PROBLEM TO SOLVE:
Please repeat the records beneath this task exactly as they appear, but skip the images.

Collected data
-- -- --

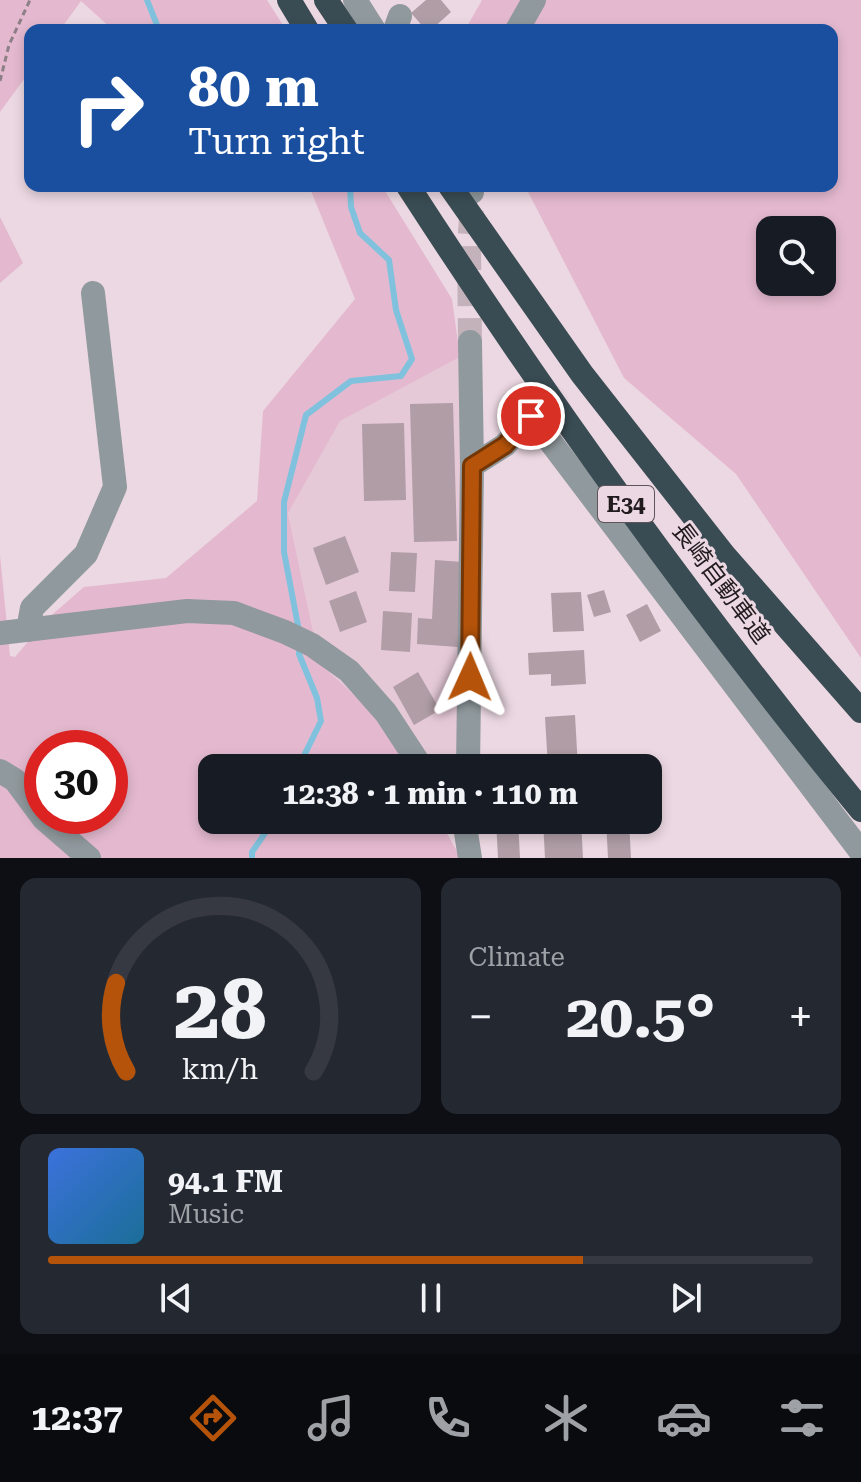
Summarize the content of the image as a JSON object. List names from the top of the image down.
{
  "streets": {
    "highway": ["E34", "長崎自動車道"]
  },
  "page": {
    "turn": ["80 m", "Turn right"],
    "limit": "30",
    "trip": "12:38 · 1 min · 110 m",
    "tile": "Climate",
    "heat": ["−", "20.5°", "+"],
    "song": ["94.1 FM", "Music"],
    "tabs": "12:37",
    "gauge": ["28", "km/h"]
  }
}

-- -- --

RESULT FOR THIS EXERCISE:
Summarize the content of the image as a JSON object. List names from the top of the image down.
{
  "streets": {
    "highway": ["E34", "長崎自動車道"]
  },
  "page": {
    "turn": ["80 m", "Turn right"],
    "limit": "30",
    "trip": "12:38 · 1 min · 110 m",
    "tile": "Climate",
    "heat": ["−", "20.5°", "+"],
    "song": ["94.1 FM", "Music"],
    "tabs": "12:37",
    "gauge": ["28", "km/h"]
  }
}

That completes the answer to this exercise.